TL;DR: We can transform the score distributions of new models to match those of old models, while preserving the new model’s ROC curve. This allows model changes to improve accuracy without disrupting automated systems triggered by fixed score thresholds.
range from [0, 1], where higher scores are more suspicious. We encourage customers to use these scores in automating key actions, by comparing scores to fixed thresholds. These actions can be things like blocking orders, hiding content, or banning users. Because these actions are so important to our customers’ businesses, they’re naturally sensitive to even relatively small changes in the number or share of users or orders flowing through these automated systems.
We provide tools for building these automated actions (through our Workflows feature), but for a range of reasons, some customers need to write and run their own automation systems. As a result, we may have little or no knowledge of the specific thresholds that a customer uses to make decisions. This opens up a concerning possibility: because we don’t know which thresholds are critical choice points for our customers, we could easily change score distributions in a way which radically changes the number of users flowing through a given automated system.

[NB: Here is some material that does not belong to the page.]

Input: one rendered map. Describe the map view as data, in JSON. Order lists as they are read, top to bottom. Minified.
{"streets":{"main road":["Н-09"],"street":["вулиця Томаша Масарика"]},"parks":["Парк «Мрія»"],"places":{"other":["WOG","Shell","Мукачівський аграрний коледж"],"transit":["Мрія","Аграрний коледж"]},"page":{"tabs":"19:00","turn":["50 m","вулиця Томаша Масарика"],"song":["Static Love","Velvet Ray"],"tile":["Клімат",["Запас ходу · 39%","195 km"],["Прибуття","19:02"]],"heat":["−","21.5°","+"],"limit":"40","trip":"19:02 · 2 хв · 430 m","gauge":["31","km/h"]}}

This issue is exacerbated by some common practices for evaluating ML performance which see score distributions in a very different way than our customers do. When we’re considering changes to the ML systems, the first metric we look at is the area under the ROC curve (AUC ROC), which is a good measure for how well a classifier separates good and bad (e.g. fraud) examples. However, ROC curves are not sensitive to specific score values, or to the thresholds that our customers use.

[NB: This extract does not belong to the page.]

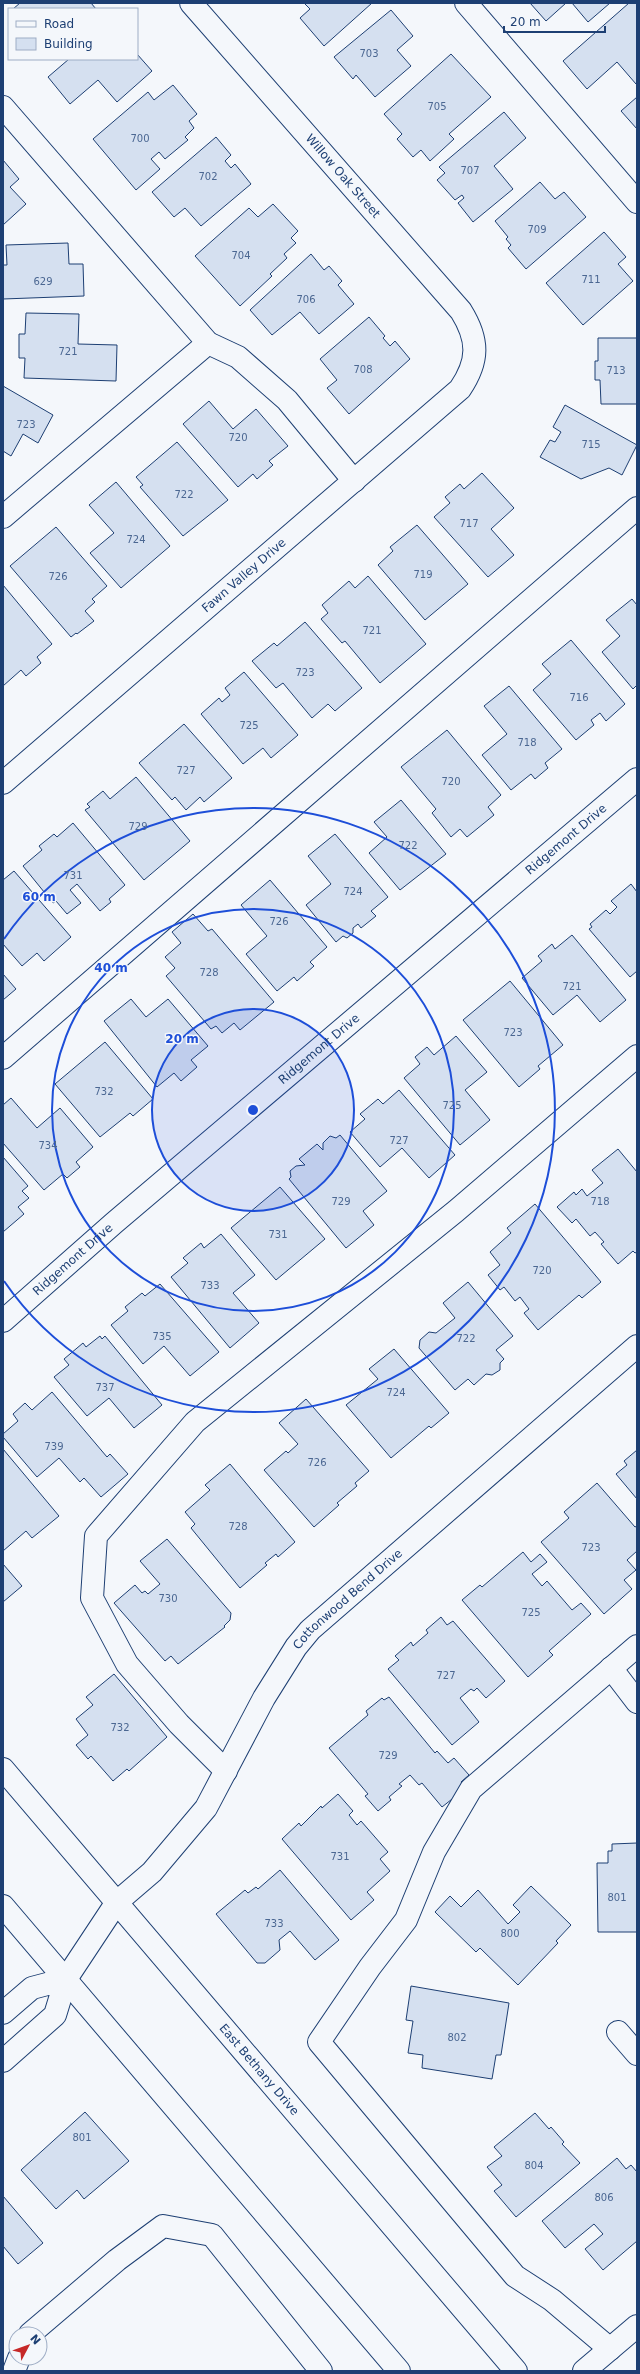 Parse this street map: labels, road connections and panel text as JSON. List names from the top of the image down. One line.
{"streets":{"street":["Willow Oak Street","Fawn Valley Drive","Ridgemont Drive","Cottonwood Bend Drive","East Bethany Drive"]},"crossings":[["Willow Oak Street","Fawn Valley Drive"],["Cottonwood Bend Drive","East Bethany Drive"]],"house_numbers":["703","705","700","707","702","709","704","711","629","706","721","708","713","723","720","715","722","717","724","719","726","721","723","716","725","718","727","720","729","722","731","724","726","728","721","723","732","725","727","734","729","718","731","720","733","735","722","737","724","739","726","728","723","730","725","727","732","729","731","801","733","800","802","801","804","806"],"legend":["Road","Building"],"scale_bar":"20 m","north":"top right","rings":["60 m","40 m","20 m"]} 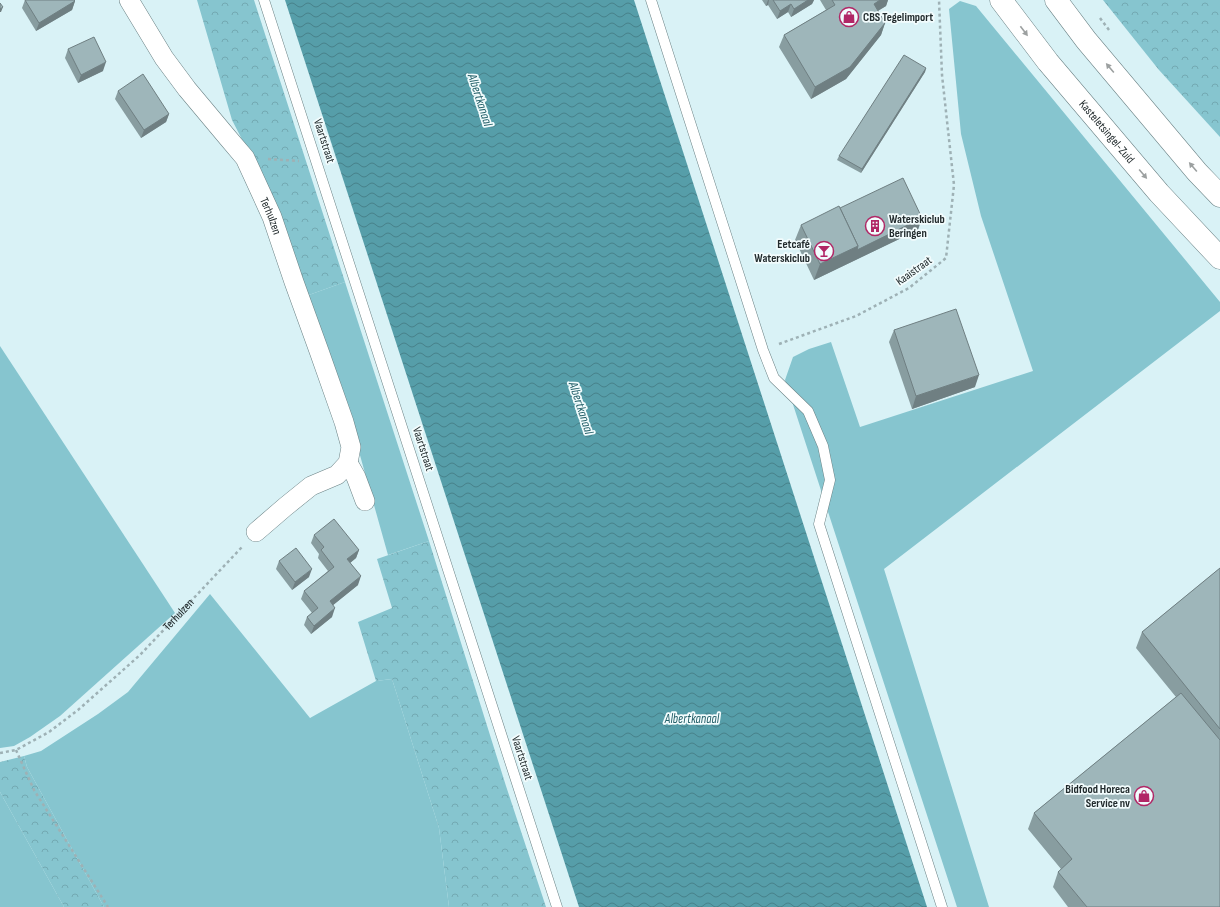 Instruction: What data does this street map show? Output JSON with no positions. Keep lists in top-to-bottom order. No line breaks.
{"streets":{"main road":["Kasteletsingel-Zuid"],"street":["Terhulzen"],"lane":["Vaartstraat"],"path":["Kaaistraat"]},"water":["Albertkanaal"],"places":{"shop":["CBS Tegelimport","Bidfood Horeca Service nv"],"building":["Waterskiclub Beringen"],"bar":["Eetcafé Waterskiclub"]}}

This post describes how we can reconcile these two views of a classifier’s behavior, allowing us to choose a model change based on its AUC ROC, and ship those changes without disrupting our customers’ automated systems.
Solutions we rejected
But before we get to the solution that actually works for us, let’s refine our goals by considering some potential approaches which we discarded and what we learned from exploring each one.
Don’t shift change models suddenly
Historically, customers might notice a rapid change in the volume of traffic flowing through an automated action. When they raised the issue with us, they would highlight the suddenness of the change as a concern. A naive but reasonable person might suggest that maybe we should just shift their model slowly rather than quickly. We could define a mixture model between the old and new models, and slowly dial up the contribution from the new model from 0 to 1 over hours or days.
However, this approach could actually make things worse. Customers still ultimately need to update their thresholds, they just have to do it at a different time. If the period over which we transition the models is long, they may need to update those thresholds more than once, because no threshold may work well over the whole period. This option is unfriendly to the customer, so we didn’t consider it further.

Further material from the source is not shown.